Regular expression functions (deprecated Data Management variant)
Overview
These functions have been retained for backwards compatibility, but you should use the newer equivalents prefixed with Regex instead. See About regular expressions (Data Management variant) for more information on the Data Management variant regular expression language.
RegularExprMatch
This function has been deprecated. You should use RegexMatch instead.
Returns a Boolean value, which is True if text matches the given regular expression, and False otherwise.
Syntax
RegularExprMatch( text, regexp )
The RegularExprMatch function syntax has the following arguments:
Part | Description |
---|---|
text | Required. Any expression that produces a text result. |
regexp | Required. A literal string containing a regular expression. |
Remarks
The function RegularExprMatch performs a similar function to the "regexp" library found on Linux and UNIX systems. It tests whether a string matches a given regular expression or not.
Note that the regular expression syntax used by this function and related functions is slightly different from that used by UNIX systems. See Regular expression syntax for details.
Examples
Matching a Social Security Number:
RegularExprMatch("123-45-6789", "d{3} '-' d{2} '-' d{4}" )
returns True.
Ensuring that a string contains only lowercase characters and spaces:
RegularExprMatch("Now is the time", "['a'-'z' ' ']*")
returns False.RegularExprMatch("1am is the time", "['a'-'z' ' ']*")

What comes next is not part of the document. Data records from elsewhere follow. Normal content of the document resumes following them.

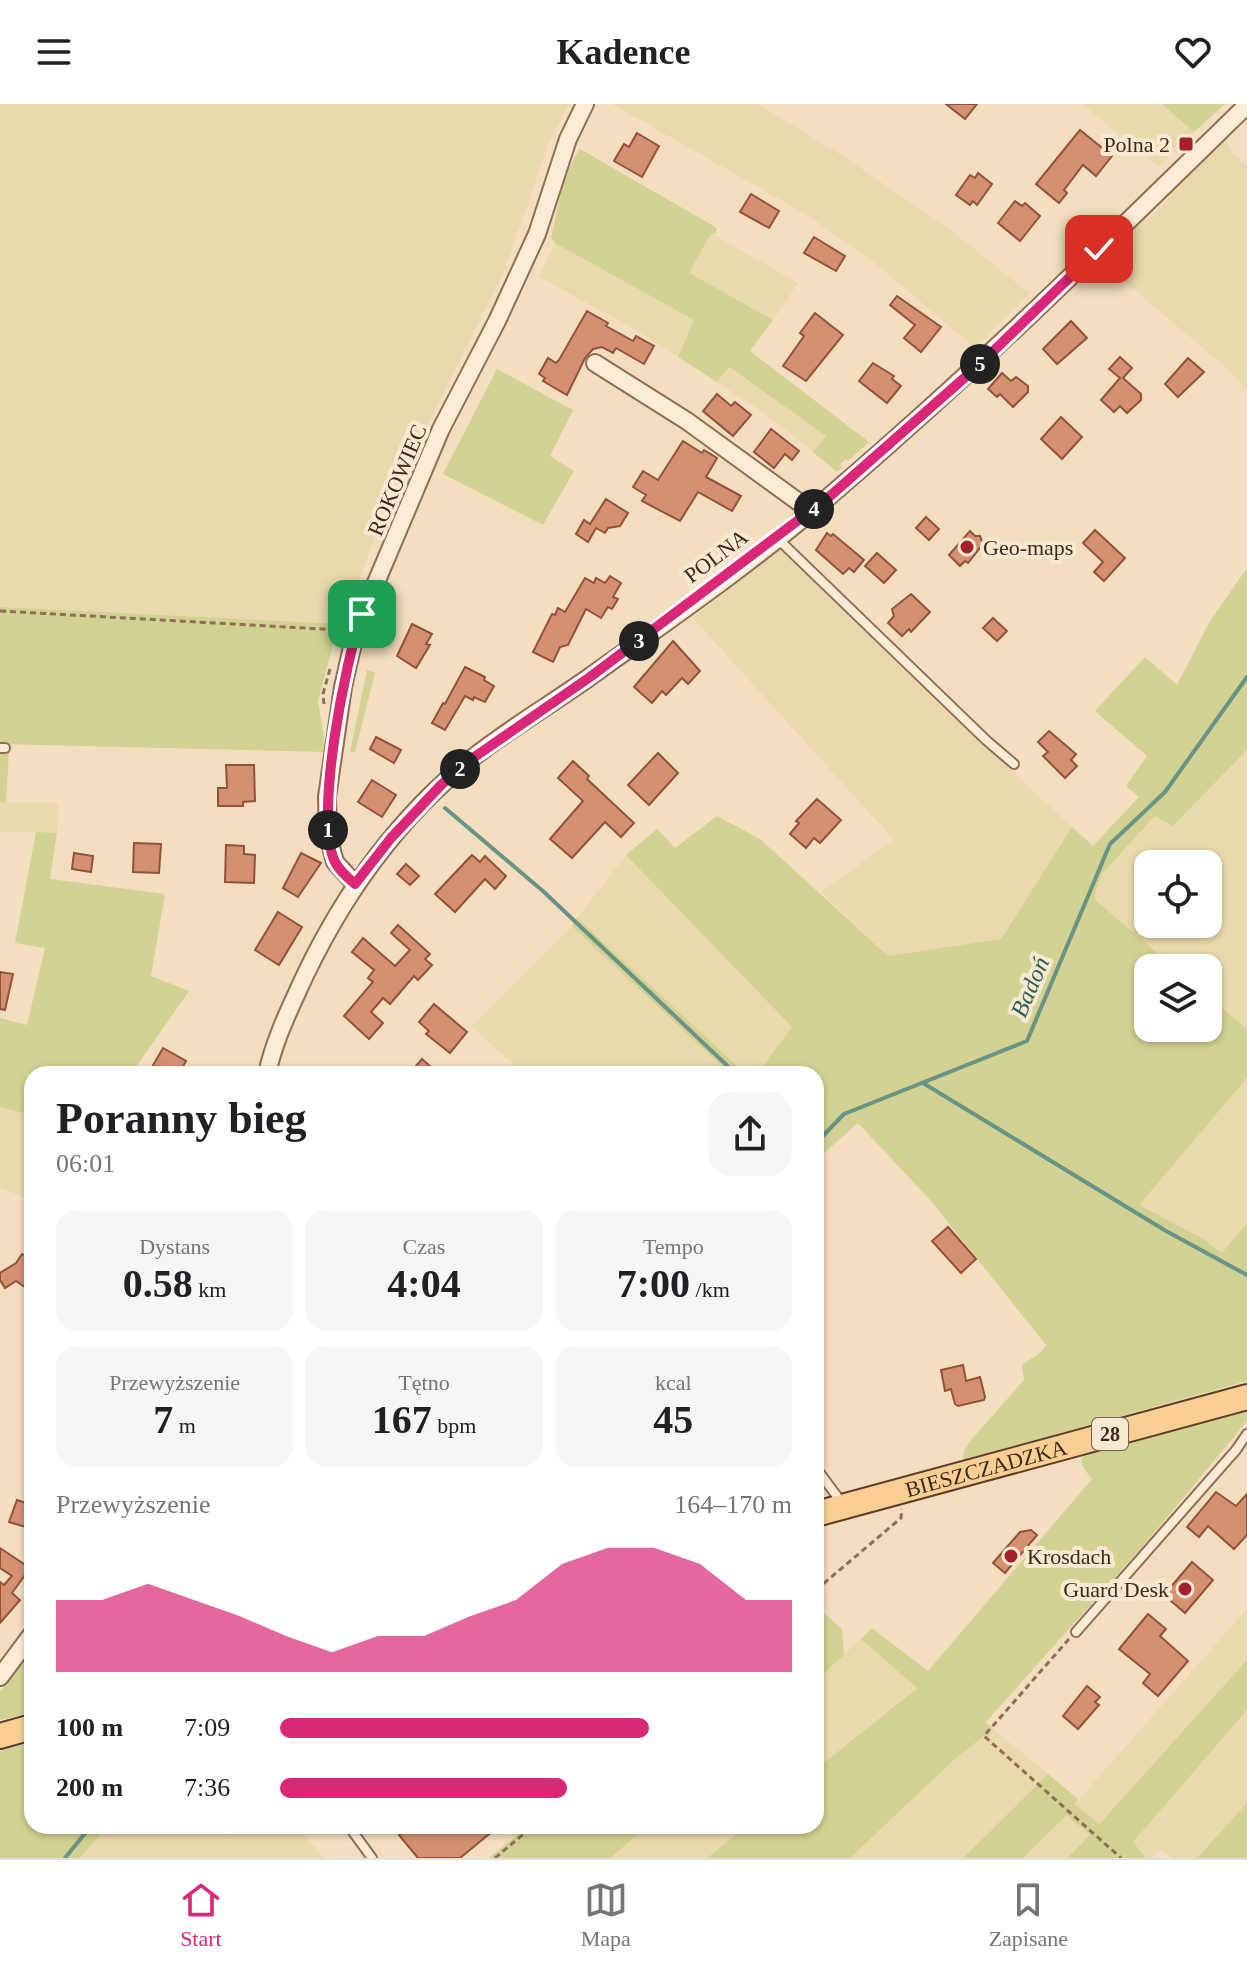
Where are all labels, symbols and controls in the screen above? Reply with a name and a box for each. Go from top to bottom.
icon: menu [32,30,76,74]
icon: heart [1171,30,1215,74]
text: Kadence [557,32,690,72]
place label: Polna 2 [1103,132,1170,157]
marker: Polna 2 [1177,135,1195,153]
pin [1065,215,1133,283]
icon: check [1077,227,1121,271]
pin: 5 [960,344,1000,384]
text: 5 [975,351,986,376]
street label: ROKOWIEC [362,421,432,539]
pin: 4 [794,489,834,529]
text: 4 [809,496,820,521]
street label: POLNA [679,524,753,588]
place label: Geo-maps [983,535,1073,560]
marker: Geo-maps [958,538,976,556]
pin [328,580,396,648]
icon: arrive [340,592,384,636]
pin: 3 [619,621,659,661]
text: 3 [634,628,645,653]
pin: 2 [440,749,480,789]
text: 2 [455,756,466,781]
pin: 1 [308,810,348,850]
text: 1 [323,817,334,842]
map controls [1134,850,1222,1042]
button: locate [1134,850,1222,938]
water label: Badoń [1006,953,1054,1021]
button: layers [1134,954,1222,1042]
button: share [708,1092,792,1176]
text: Poranny bieg [56,1094,307,1143]
text: 06:01 [56,1149,115,1178]
text: Dystans [139,1234,210,1259]
text: Czas [403,1234,445,1259]
text: Tempo [643,1234,704,1259]
text: 0.58 [123,1261,193,1306]
text: 4:04 [387,1261,461,1306]
text: 7:00 [617,1261,690,1306]
text: km [193,1277,226,1302]
text: /km [690,1277,730,1302]
text: Przewyższenie [109,1370,240,1395]
text: Tętno [398,1370,450,1395]
text: kcal [655,1370,692,1395]
text: 7 [153,1397,173,1442]
text: 167 [372,1397,432,1442]
text: 45 [653,1397,693,1442]
text: m [173,1413,196,1438]
text: bpm [432,1413,476,1438]
road number: 28 [1092,1418,1128,1450]
street label: BIESZCZADZKA [902,1434,1069,1502]
text: Przewyższenie [56,1490,210,1519]
text: 164–170 m [674,1490,792,1519]
place label: Krosdach [1027,1544,1111,1569]
marker: Krosdach [1002,1547,1020,1565]
place label: Guard Desk [1063,1577,1169,1602]
marker: Guard Desk [1176,1580,1194,1598]
text: 100 m [56,1713,123,1742]
text: 7:09 [184,1713,230,1742]
text: 200 m [56,1773,123,1802]
text: 7:36 [184,1773,230,1802]
tab: Start [179,1878,223,1952]
tab: Mapa [581,1878,631,1952]
tab: Zapisane [989,1878,1068,1952]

returns False.RegularExprMatch("now is the time", "['a'-'z' ' ']*")
returns True.
Is a string enclosed in parentheses?
RegularExprMatch("(now is the time)", " '(' .* ')' " )
returns True.
Because the regular expression is surrounded by double-quotes when passed to this function, you must escape any double-quotes that are part of the regular expression by preceding them with the \ character. For example, to see if the field NAME is a quoted string, use the following expression: RegularExprMatch(NAME, " '\"' .+ '\"' ")
.
Taking this somewhat complex string apart, the outermost double-quotes enclose the regexp argument. Inside, the single-quotes designate a single character to be matched. That character is a double-quote, and thus is preceded by a \ to distinguish it from the double-quote that marks the end of the string.
See also:
RegularExprExtract
This function has been deprecated. You should use RegexExtractAll or RegexExtractFirst instead.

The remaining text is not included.